Task goal. With every picture left out, give the data below back exactly.

(Data to use begins)

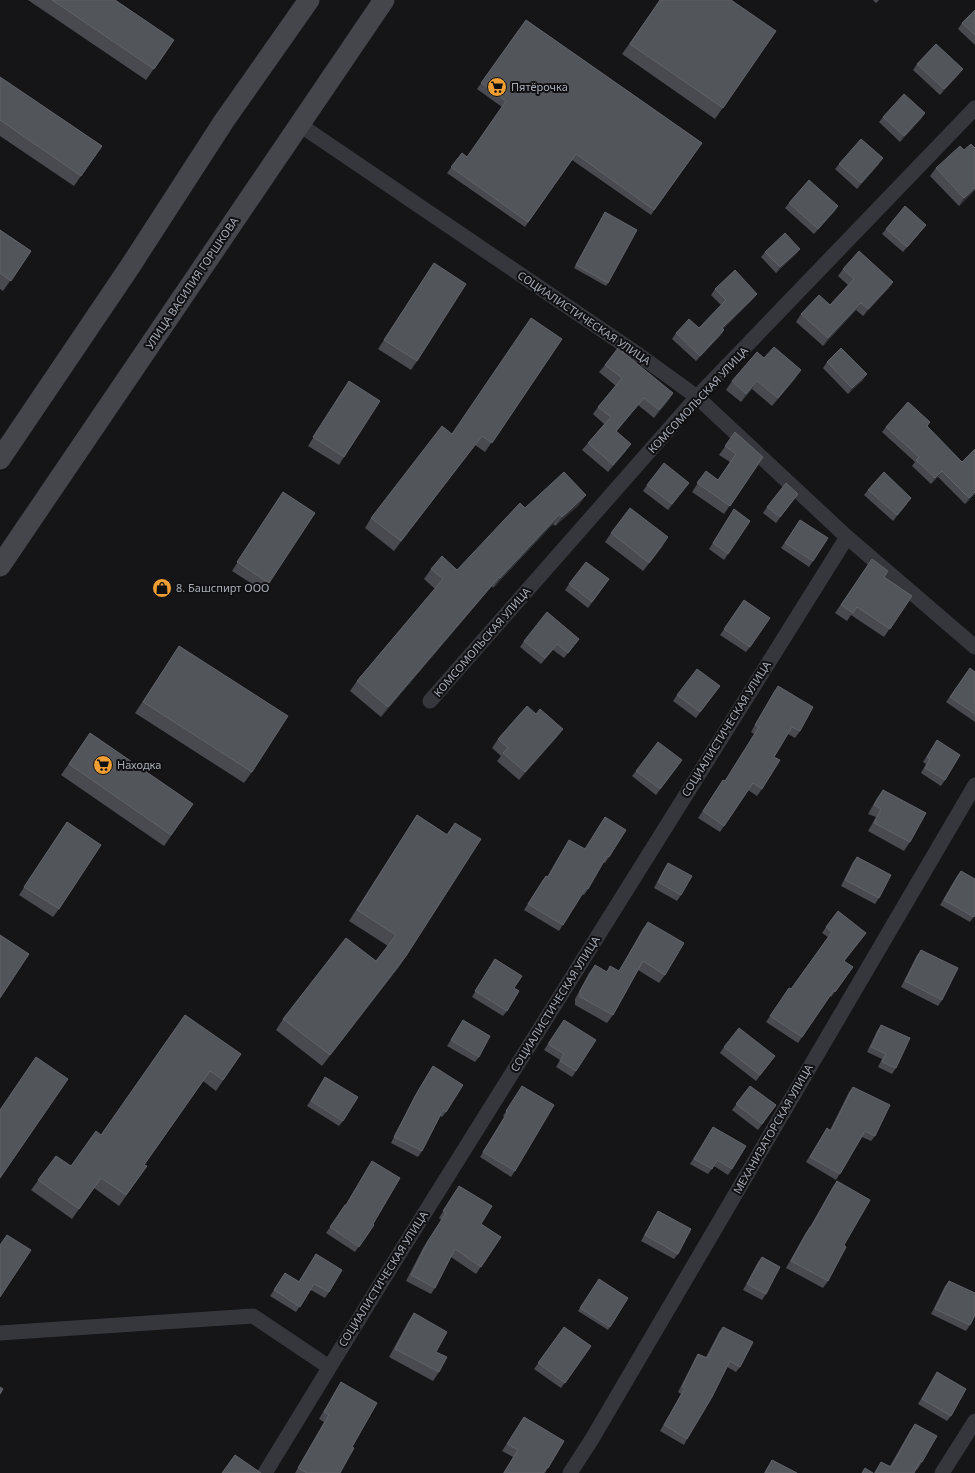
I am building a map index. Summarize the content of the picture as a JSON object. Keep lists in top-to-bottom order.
{
  "streets": {
    "main road": ["УЛИЦА ВАСИЛИЯ ГОРШКОВА"],
    "street": ["СОЦИАЛИСТИЧЕСКАЯ УЛИЦА", "КОМСОМОЛЬСКАЯ УЛИЦА", "МЕХАНИЗАТОРСКАЯ УЛИЦА"]
  },
  "crossings": [
    ["УЛИЦА ВАСИЛИЯ ГОРШКОВА", "СОЦИАЛИСТИЧЕСКАЯ УЛИЦА"],
    ["СОЦИАЛИСТИЧЕСКАЯ УЛИЦА", "КОМСОМОЛЬСКАЯ УЛИЦА"]
  ],
  "places": {
    "supermarket": ["Пятёрочка", "Находка"],
    "shop": ["8. Башспирт ООО"]
  }
}
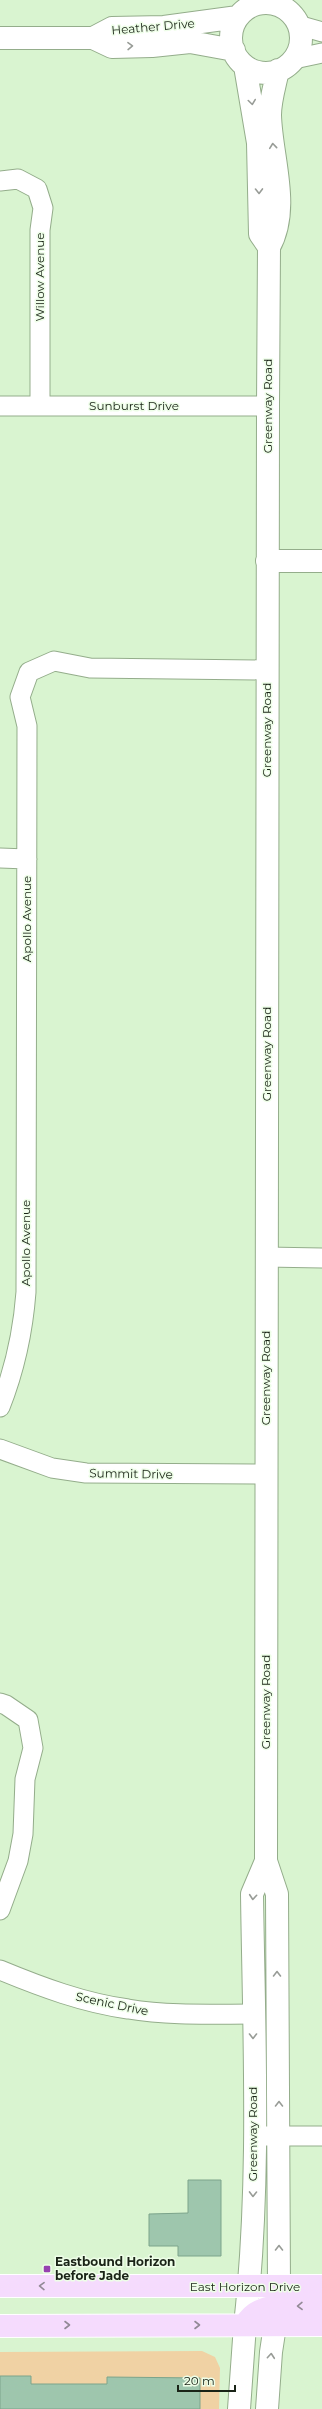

(Data to use ends)

Solution to the exercise.
I am building a map index. Summarize the content of the picture as a JSON object. Keep lists in top-to-bottom order.
{
  "streets": {
    "main road": ["УЛИЦА ВАСИЛИЯ ГОРШКОВА"],
    "street": ["СОЦИАЛИСТИЧЕСКАЯ УЛИЦА", "КОМСОМОЛЬСКАЯ УЛИЦА", "МЕХАНИЗАТОРСКАЯ УЛИЦА"]
  },
  "crossings": [
    ["УЛИЦА ВАСИЛИЯ ГОРШКОВА", "СОЦИАЛИСТИЧЕСКАЯ УЛИЦА"],
    ["СОЦИАЛИСТИЧЕСКАЯ УЛИЦА", "КОМСОМОЛЬСКАЯ УЛИЦА"]
  ],
  "places": {
    "supermarket": ["Пятёрочка", "Находка"],
    "shop": ["8. Башспирт ООО"]
  }
}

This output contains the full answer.